Veteran campaigner Peter Tatchell criticised Mr Timms and London Mayor Boris Johnson for supporting the Global Peace and Unity Festival (GPU) held at the ExCel centre in Newham last weekend, which critics say promotes hate preachers.
Mr Tatchell said: “It is appalling that the mayor, City of London police and prominent public figures are endorsing an event that promotes at least seven speakers with bigoted, violent views. It’s the equivalent of supporting an event with BNP and EDL hate speakers.”
Mr Timms hit back against the critics, saying he had spoken at previous GPU events and found them “a useful way to communicate with a significant group of constituents”. He said: “I have never believed that speaking at an event involved endorsing the views of all the other speakers, so I think the criticism is misplaced.”
Quebec profs don hijab in Muslim solidarity
Showing solidarity to the Muslim minority, two renowned Montreal professors have donned hijab in a protest against the proposed ban on religious symbols in the Parti Québécois’ secular charter.
“I wear it as a kind of sign of solidarity,” Concordia University history professor Nora Jaffary told CBC on Monday, November 25.
So much for a calm, respectful debate on the values charter
The Parti Québécois government says it wants a calm, respectful debate on its proposed “values” charter.
So, how’s that going?
Well, on Sunday, a columnist in Le Journal de Montréal likened the niqab worn by two Montreal daycare educators, a photo of whom sparked a controversy last week, to the hood worn by members of the violently racist Ku Klux Klan.
And on Saturday, La Presse reported, two participants walked out of a debate on secularism after they were repeatedly interrupted and heckled because they were not in favour of banning Muslim veils.
Don Macpherson reports on the hysteria generated by supporters of the proposed Charter of Values which would prohibit public employees in Quebec from wearing “conspicuous” religious symbols at work.
French veil ban before Europe rights court
European judges will on Wednesday hear the case of a 23-year-old French woman who claims the country’s highly contentious ban on full-face veils violates her rights.
The Strasbourg-based European Court of Human Rights (ECHR) will hear arguments in the case brought by a plaintiff known only by her initials SAS, with a ruling expected in early 2014.
Anne Marie Waters resigns from One Law for All
Anne Marie Waters seems to be making a habit of resigning these days.

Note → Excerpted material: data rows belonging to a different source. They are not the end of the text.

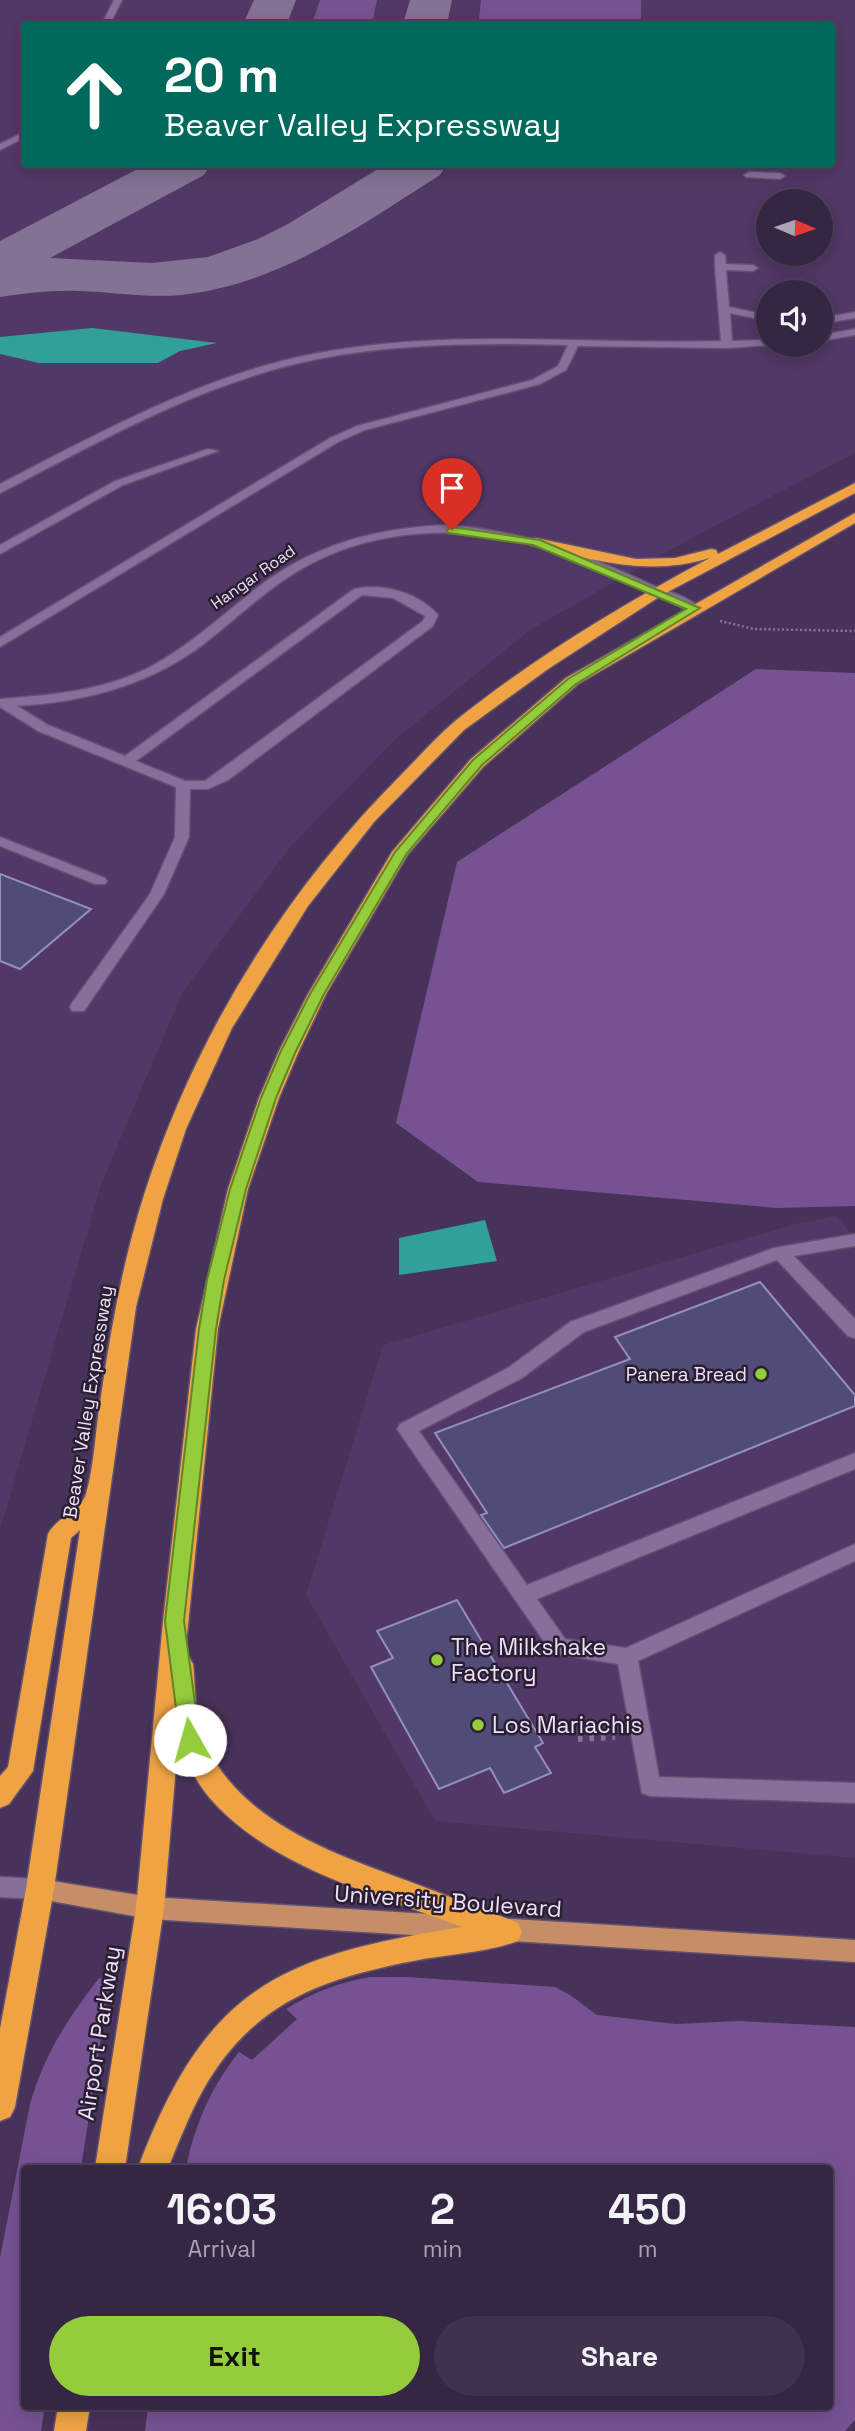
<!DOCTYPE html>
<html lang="en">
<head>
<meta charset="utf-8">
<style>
  body { margin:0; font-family:"Space Grotesk",sans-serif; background:#40324e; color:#f1f3f6; height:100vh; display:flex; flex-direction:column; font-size:26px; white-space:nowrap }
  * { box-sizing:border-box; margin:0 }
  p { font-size:23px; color:#aaa5b2 }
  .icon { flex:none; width:38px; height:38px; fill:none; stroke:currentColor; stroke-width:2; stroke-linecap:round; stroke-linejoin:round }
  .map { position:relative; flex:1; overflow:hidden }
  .side { position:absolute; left:21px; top:2165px; width:812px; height:245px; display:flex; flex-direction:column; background:#352643; border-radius:7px; box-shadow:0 4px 18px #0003,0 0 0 2px #4f435c }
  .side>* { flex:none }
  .top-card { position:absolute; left:21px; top:21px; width:814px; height:147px; border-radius:7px; box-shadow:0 4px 18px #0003,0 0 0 2px #4f435c; background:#00695c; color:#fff; overflow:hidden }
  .needle { width:46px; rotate:92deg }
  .fabs { position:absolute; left:756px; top:189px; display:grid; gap:14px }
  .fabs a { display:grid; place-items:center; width:77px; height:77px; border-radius:50%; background:#352643; box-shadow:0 4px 18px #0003,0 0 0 2px #4f435c; font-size:35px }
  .pin { position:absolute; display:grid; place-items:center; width:60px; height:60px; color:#fff; margin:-72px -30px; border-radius:50% 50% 50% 0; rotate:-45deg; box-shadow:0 0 7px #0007 }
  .pin .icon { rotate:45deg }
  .me { position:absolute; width:77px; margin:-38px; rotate:353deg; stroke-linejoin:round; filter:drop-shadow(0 0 5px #0008) }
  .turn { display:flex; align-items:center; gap:24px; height:147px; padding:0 28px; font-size:32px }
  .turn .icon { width:91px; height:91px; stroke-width:2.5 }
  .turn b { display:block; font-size:49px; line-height:60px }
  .eta { display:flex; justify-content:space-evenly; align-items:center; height:119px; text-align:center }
  .eta b { font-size:42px; font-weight:800; line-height:49px }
  .button { display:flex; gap:14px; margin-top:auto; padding:14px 28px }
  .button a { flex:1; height:80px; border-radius:42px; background:#94cc3c; color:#111; font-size:28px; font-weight:800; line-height:80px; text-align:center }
  .button a+a { background:#40324e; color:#f1f3f6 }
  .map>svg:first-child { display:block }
  .built { fill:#523866; fill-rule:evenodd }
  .green { fill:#765293 }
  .water { fill:#30a099 }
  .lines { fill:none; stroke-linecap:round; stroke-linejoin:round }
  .taxiway { fill:#847294; fill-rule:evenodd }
  .building { fill:#514c77; stroke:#938fbf; stroke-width:2 }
  .minor-casing { stroke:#635072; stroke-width:3 }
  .major-casing { stroke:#635072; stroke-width:3 }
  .highway-casing { stroke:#635072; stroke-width:3 }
  .path-far1 { stroke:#877597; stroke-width:2.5; stroke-dasharray:2 2.5; stroke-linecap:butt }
  .path { stroke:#877597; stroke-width:6; stroke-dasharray:4.5 7; stroke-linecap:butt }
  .minor { fill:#876f9b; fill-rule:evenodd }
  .major { fill:#c58e66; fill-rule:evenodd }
  .highway { fill:#efa343; fill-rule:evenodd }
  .route { fill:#94cc3c; stroke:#608527; stroke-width:2 }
  .poi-dot { fill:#94cc3c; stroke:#291f31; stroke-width:2.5 }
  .labels { text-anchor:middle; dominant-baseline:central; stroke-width:5; stroke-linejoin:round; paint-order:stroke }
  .far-street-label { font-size:16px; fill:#ede0f9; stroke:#291f31 }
  .poi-label { font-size:19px; fill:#ede0f9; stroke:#291f31; text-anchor:end }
  .street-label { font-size:19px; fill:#ede0f9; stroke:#291f31 }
  .near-poi-label { font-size:23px; fill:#ede0f9; stroke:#291f31; text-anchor:start }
  .near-street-label { font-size:23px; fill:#ede0f9; stroke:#291f31 }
</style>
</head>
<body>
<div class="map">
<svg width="855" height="2431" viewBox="0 0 855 2431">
  <rect width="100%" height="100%" fill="#473259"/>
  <path class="built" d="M0 0H855V453L688 540 530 630 397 738 291 846 182 993 101 1185 0 1530ZM24 24H831V164H24ZM768 201H821V254H768ZM768 292H821V345H768Z
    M836 1216 855 1238V1858L435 1821 306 1595 383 1345 795 1224Z"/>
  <path class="green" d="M320 0H377L372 24H312Z
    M481 0H641V21L479 19Z
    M756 669 855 673V1206L777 1208 478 1182 396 1123 457 862Z
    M369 1977H407L555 1987 570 1995 597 2015 676 2024 739 2021 855 2027V2420L845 2431H145L148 2406H830V2168H186C195 2124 211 2087 239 2052L252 2060 297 2019 286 2009C313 1992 338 1983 369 1977Z
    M99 1978 110 1979 81 2168H24V2406H45L41 2431H0V2258L30 2104C44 2055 68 2018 99 1978Z"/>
  <path class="water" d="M92 328 217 343 180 351 158 363H39L0 354V337Z
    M485 1220 497 1261 399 1275V1238Z"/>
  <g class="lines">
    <path class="taxiway" d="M254 0H296L287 24H243Z
      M410 0H452L447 24H403Z
      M147 164H211L204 175 50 258 152 263 208 257 258 239 288 224 386 164H447L440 175C358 227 280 284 181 295 147 298 113 292 80 291 53 290 27 293 0 297V241Z"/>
  </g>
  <path class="building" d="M0 874 91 909 20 969 0 961Z
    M760 1282 855 1395V1406L504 1548 481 1515 487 1513 435 1433 630 1359 615 1337Z
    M457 1600 543 1743 535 1747 551 1773 504 1793 490 1768 439 1789 371 1667 393 1658 377 1631Z"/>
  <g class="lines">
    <defs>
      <path id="minor" d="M114 0H122L110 24H102Z
        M735 21H738L740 24H732Z
        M24 132V138L0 150V144Z
        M749 172 780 173 785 176 780 179 746 177 744 175Z
        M720 252 725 255 726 264 753 265 758 268 753 271 726 270 729 307 768 315V321L730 313 732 341 768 340V345H772L727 348 578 346 566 370 540 384 365 430 338 442 0 647V637L330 438 357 426 532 380 558 366 568 345C484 343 400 343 318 359 206 381 104 439 4 491L0 493V484C101 432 205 374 318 353 452 328 587 345 721 341L715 267V255Z
        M855 312V318L821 324V318Z
        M855 329V335L821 341V335Z
        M208 449 218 451 123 485 0 554V545L115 481Z
        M447 525C521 530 585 554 652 585 667 591 689 597 700 608L694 612 690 611C638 588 587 561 533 545 450 522 356 530 284 580 253 601 227 627 197 649 143 687 82 702 17 706L48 725 125 756 354 589C383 583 418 592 438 615L433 626 228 780 208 789H190L189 837 164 894 84 1011H72L70 1007 72 1003 150 894 175 837 176 787 38 731 0 707V699C52 695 103 691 150 667 188 647 220 617 253 591 311 545 374 528 447 525ZM362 595 393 598 425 616 423 621 205 781H185L136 761Z
        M0 837 105 878 107 881 105 884H95L0 846Z
        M855 1234V1246L794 1256 855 1319V1338L848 1336 777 1260 584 1332 522 1378 419 1431 527 1585 855 1453V1469L537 1599 565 1639 626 1648 855 1544V1561L638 1661 659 1777 855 1783V1803L650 1796 642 1793 618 1664 552 1653 397 1429 400 1424 508 1368 570 1322 774 1248Z
        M0 1877 40 1879 48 1882 51 1889 48 1896 40 1899 0 1897Z"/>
      <path id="major" d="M40 1879 150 1897 855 1940V1962L150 1919 40 1899 32 1896 29 1889 32 1882Z"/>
      <path id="highway" d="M855 483V493L662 595 548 669 464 730 374 822 308 906 232 1028 186 1129 163 1199 136 1307 54 1889 15 2107 10 2117 0 2121V2029L26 1889 80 1530 71 1538 33 1771 9 1804 0 1808V1776L8 1767 48 1534C56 1518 81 1510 86 1494 94 1469 96 1424 101 1396 111 1328 123 1261 144 1195 194 1038 284 892 401 775 418 758 435 738 454 722 532 659 621 605 710 558 648 577 592 560 531 545L529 542 531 539 536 538 636 559 675 558 711 549 716 550 718 554Z
        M855 513V523L578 684 483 767 408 854 326 994 298 1053 279 1098 248 1189 218 1329 185 1655 189 1657 193 1664C196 1689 194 1720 205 1743 241 1822 332 1853 408 1881 444 1895 481 1908 518 1923L522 1932 518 1941C485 1953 447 1954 413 1961 321 1979 252 2003 203 2090 189 2115 179 2142 168 2168H138C206 1987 279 1956 462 1927 380 1895 280 1871 217 1806 199 1788 187 1764 178 1742L164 1908 125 2168H95L136 1908 163 1621 196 1329 228 1189 259 1098 278 1053 308 994 392 852 471 759 566 678Z
        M58 2406H90L86 2431H54Z"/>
    </defs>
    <use href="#minor" class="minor-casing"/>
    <use href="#major" class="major-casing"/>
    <use href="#highway" class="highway-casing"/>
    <path class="path-far1" d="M720 621 754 629 855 631"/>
    <path class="path" d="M578 1739 615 1737"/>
    <use href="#minor" class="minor"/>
    <use href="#major" class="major"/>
    <use href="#highway" class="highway"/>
  </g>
  <path class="route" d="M452 527 540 540 700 608 576 684 482 765 407 853 324 994 295 1053 276 1098 246 1189 224 1280 216 1329 184 1621 200 1740 197 1746 190 1749 183 1746 180 1740 165 1621 199 1329 207 1280 230 1189 261 1098 280 1053 310 994 395 852 473 760 568 679 686 609 533 545 448 533 447 530Z"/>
  <g class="poi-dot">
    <circle cx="761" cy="1374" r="7"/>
    <circle cx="437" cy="1660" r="7"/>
    <circle cx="478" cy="1725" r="7"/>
  </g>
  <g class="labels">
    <g class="far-street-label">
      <text transform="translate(253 577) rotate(-35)">Hangar Road</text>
    </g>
    <g class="poi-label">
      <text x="747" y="1374">Panera Bread</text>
    </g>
    <g class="street-label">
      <text transform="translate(88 1402) rotate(-81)">Beaver Valley Expressway</text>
    </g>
    <g class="near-poi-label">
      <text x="451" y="1647">The Milkshake<tspan x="451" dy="26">Factory</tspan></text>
      <text x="492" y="1725">Los Mariachis</text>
    </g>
    <g class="near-street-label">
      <text transform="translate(448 1901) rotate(4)">University Boulevard</text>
      <text transform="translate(99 2033) rotate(-81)">Airport Parkway</text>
    </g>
  </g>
</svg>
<div class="fabs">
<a><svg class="needle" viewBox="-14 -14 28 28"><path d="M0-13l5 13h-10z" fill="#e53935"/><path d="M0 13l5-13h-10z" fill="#aaa5b2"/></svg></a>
<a><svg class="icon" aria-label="sound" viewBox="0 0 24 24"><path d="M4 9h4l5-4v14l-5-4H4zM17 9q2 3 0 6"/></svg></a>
</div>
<div class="pin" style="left:452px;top:530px;background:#d93025"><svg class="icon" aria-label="arrive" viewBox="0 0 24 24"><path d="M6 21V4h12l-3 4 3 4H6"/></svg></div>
<svg class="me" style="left:190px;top:1740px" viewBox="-20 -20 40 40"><circle r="19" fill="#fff"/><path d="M0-13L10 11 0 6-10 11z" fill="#94cc3c"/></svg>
<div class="top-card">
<div class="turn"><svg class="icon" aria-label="ahead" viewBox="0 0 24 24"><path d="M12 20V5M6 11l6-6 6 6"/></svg><div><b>20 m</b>Beaver Valley Expressway</div></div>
</div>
<section class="side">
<div class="eta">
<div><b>16:03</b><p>Arrival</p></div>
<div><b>2</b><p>min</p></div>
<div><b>450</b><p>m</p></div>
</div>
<div class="button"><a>Exit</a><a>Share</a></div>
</section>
</div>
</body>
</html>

Last month she left the Labour Party – citing its support for multiculturalism, selection of Ken Livingstone as its London mayoral candidate, and imposition of legal restrictions on hate speech as reasons for her departure – and now she has resigned from her post as joint spokesperson for the anti-sharia campaign One Law for All.
Last week Waters’ co-spokesperson Maryam Namazie posted Waters’ resignation letter on the OLFA website. Waters says in it that she still believes the “fight against sharia and Islamism” is “one of the most important and urgent causes we face in the 21st Century”. But rather than conducting this struggle through OLFA she will be “working with other people and groups to speak out for democracy, liberty, and the right to freedom of speech and association”. No doubt she has in mind her friends at the Danish-Swedish “counterjihad” publication Dispatch International, to which she has become a regular contributor (her most recent article is entitled “Stoning to death is now a moderate position in the UK”).
Veteran Quebec politician says Qur’an is a book of ‘conquest and violence’
The founder of the Action Democratique says his current party, the CAQ, should be staking out a tough stand in favour of the PQ’s proposed Charter of Values.
Jean Allaire says his views on the wearing of religious symbols are much closer to those of the PQ than those of the CAQ, which favours a ban only for civil servants in positions of authority such as judges and police officers.
Allaire told La Presse he read the Koran and concluded that it is a book about conquest and violence and bearded men wrongly use it to convince women that they should wear headscarves.